Europe: la présidence française accumule déjà les ennuis

ANALYSE Nicolas Sarkozy doit faire face au «non» polonais et aux propos du commissaire au Commerce...

Clémence Lemaistre (avec V.G.)

— 

AFPTV

Nouveau coup dur européen pour Nicolas Sarkozy. A peine commencée, la présidence française accumule les ennuis. Déjà bloqué dans sa volonté de faire des réformes institutionnelles par le «non» irlandais au traité de Lisbonne, le président français doit faire face depuis ce mardi matin au «non» polonais.
 
«Aujourd'hui personne ne peut connaître l'avenir du traité Lisbonne. Une chose est certaine, il n'y aura pas de nouvelles institutions en janvier 2009», pouvait-on entendre, lundi, de la bouche de hauts fonctionnaires européens.

La tendance était cependant plutôt à l'optimisme, sur le fait que le traité de Lisbonne serait finalement ratifié, que les Irlandais trouverait un moyen de faire revoter le traité, grâce par exemple à une déclaration de principe sur le fait que le pays est neutre militairement, comme cela avait été le cas avec le traité de Nice.

Le problème tchèque
 
A cet obstacle, s'ajoutait jusqu'ici, la Tchéquie: le président, plutôt hostile au traité, prenant prétexte du «non» irlandais pour dire qu'il fallait stopper la ratification.
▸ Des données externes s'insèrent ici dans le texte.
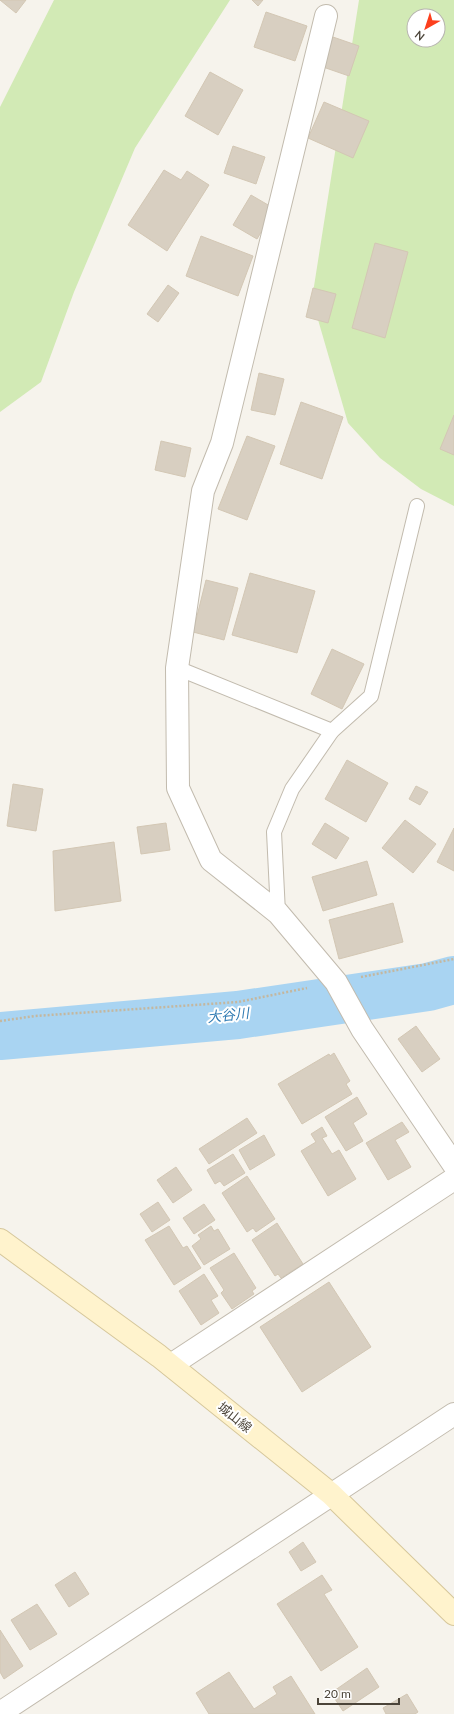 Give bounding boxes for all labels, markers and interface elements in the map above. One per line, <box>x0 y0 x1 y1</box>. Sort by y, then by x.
north arrow <box>406 8 446 48</box>
text: N <box>412 28 427 44</box>
water label: 大谷川 <box>206 1004 252 1025</box>
street label: 城山線 <box>215 1399 255 1435</box>
scale bar <box>318 1680 399 1706</box>
text: 20 m <box>324 1686 351 1701</box> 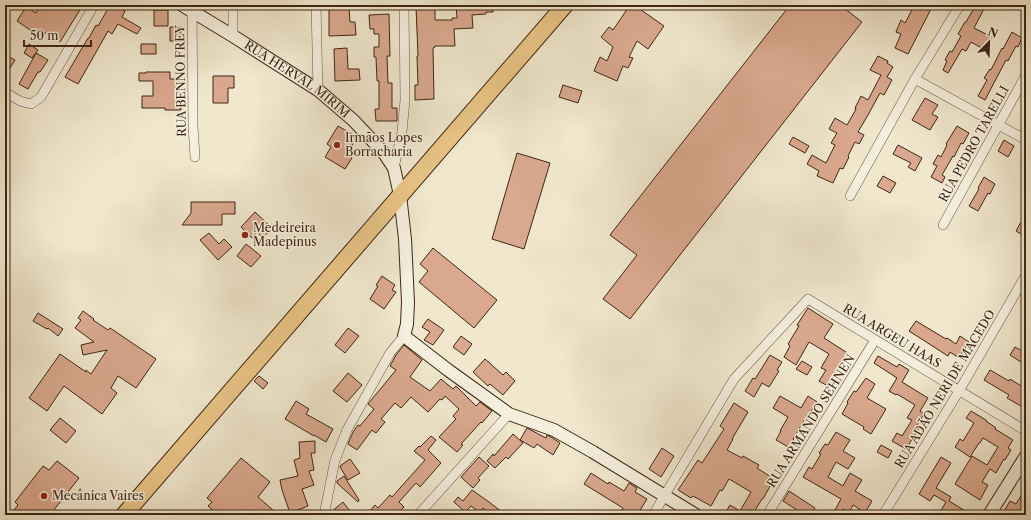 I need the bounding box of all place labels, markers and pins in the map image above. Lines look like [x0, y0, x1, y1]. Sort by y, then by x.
place label: Irmãos Lopes Borracharia [345, 130, 422, 159]
marker: Irmãos Lopes Borracharia [332, 140, 342, 150]
place label: Medeireira Madepinus [253, 220, 317, 249]
marker: Medeireira Madepinus [240, 230, 250, 240]
place label: Mecânica Vaires [52, 488, 144, 503]
marker: Mecânica Vaires [39, 491, 49, 501] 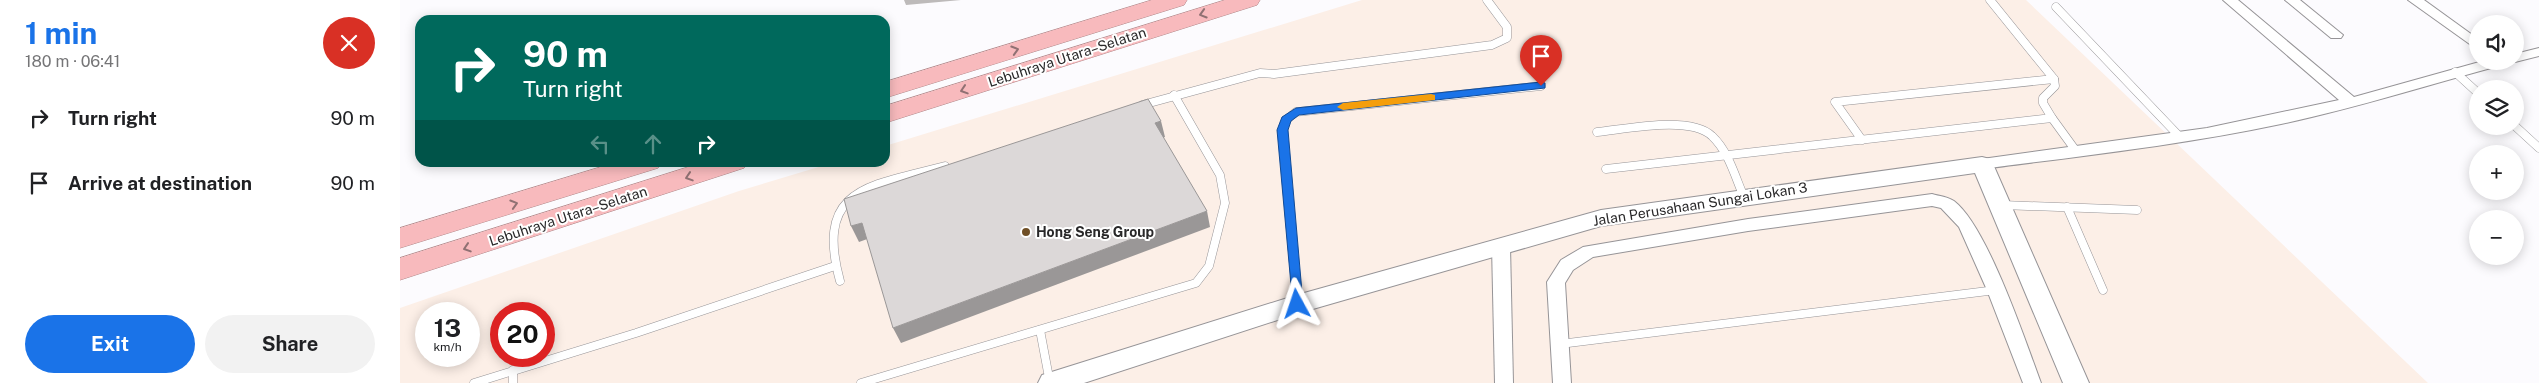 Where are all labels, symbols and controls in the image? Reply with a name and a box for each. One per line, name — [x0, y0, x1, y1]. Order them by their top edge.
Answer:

En réponse, Nicolas Sarkozy a fait savoir qu'il n'y aurait pas de nouveau élargissement sans approfondissement. En clair: la Croatie ne rentrera pas dans l'Union européenne tant que le traité de Lisbonne ne sera pas ratifié. Or Prague milite depuis des mois pour l'adhésion de la Croatie.
 
Seulement voilà, le «non» polonais complique encore plus la donne. Car il sera plus difficile pour Nicolas Sarkozy de faire entendre raison à ce grand pays. Déjà, en 2007, les Polonais avaient bloqué jusqu'au dernier moment l'adoption du traité de Lisbonne par les chefs d'Etats et de gouvernement des 27.

Des critiques «fausses» et «injustifiées»

 
Autre coup dur pour Nicolas Sarkozy. Le commissaire européen au Commerce Peter Mandelson a jugé mardi «fausses» et «injustifiées» les critiques lundi soir du président français Nicolas Sarkozy à son encontre, estimant qu'elles nuisaient à l'unité européenne dans les négociations au sein de l'OMC.

Nicolas Sarkozy avait estimé sur France 3 que le négociateur européen à l'OMC voulait faire signer un accord dans lequel l'UE «s'engagerait à diminuer de 20% sa production agricole, à diminuer de 10% ses exportations agricoles». «C'est 100.000 emplois supprimés, je ne le laisserai pas faire», avait ajouté le président français.

Pour VGE, «la présidence française doit être modeste»
 
Cela fait en fait plusieurs semaines que le ton monte entre les deux hommes. Nicolas Sarkozy avait déjà accusé Peter Mandelson d'avoir joué un rôle dans le rejet du traité de Lisbonne en Irlande lors du référendum du 12 juin, lors d'un sommet européen il y a deux semaines. Il lui avait reproché d'avoir alimenté les craintes de pertes de subventions agricoles européennes parmi les fermiers irlandais, par sa position dans les négociations à l'OMC.
 
Peter Mandelson avait rejeté ces critiques, estimant que Paris voulait faire de lui un bouc émissaire. «Etant donné les politiques nationales particulières et les positions de la France sur le commerce, je pense qu'il plaît à la France de me dépeindre (...) comme responsable du 'non' en Irlande», avait-il dit à la BBC.

Autant dire que comme l'avait préconisé Valéry Giscard d'Estaing, la «présidence française doit être modeste». Car vu les nuages européens qui s'accumulent au-dessus de la France, «il sera difficile de faire autrement», estimait lundi un diplomate français.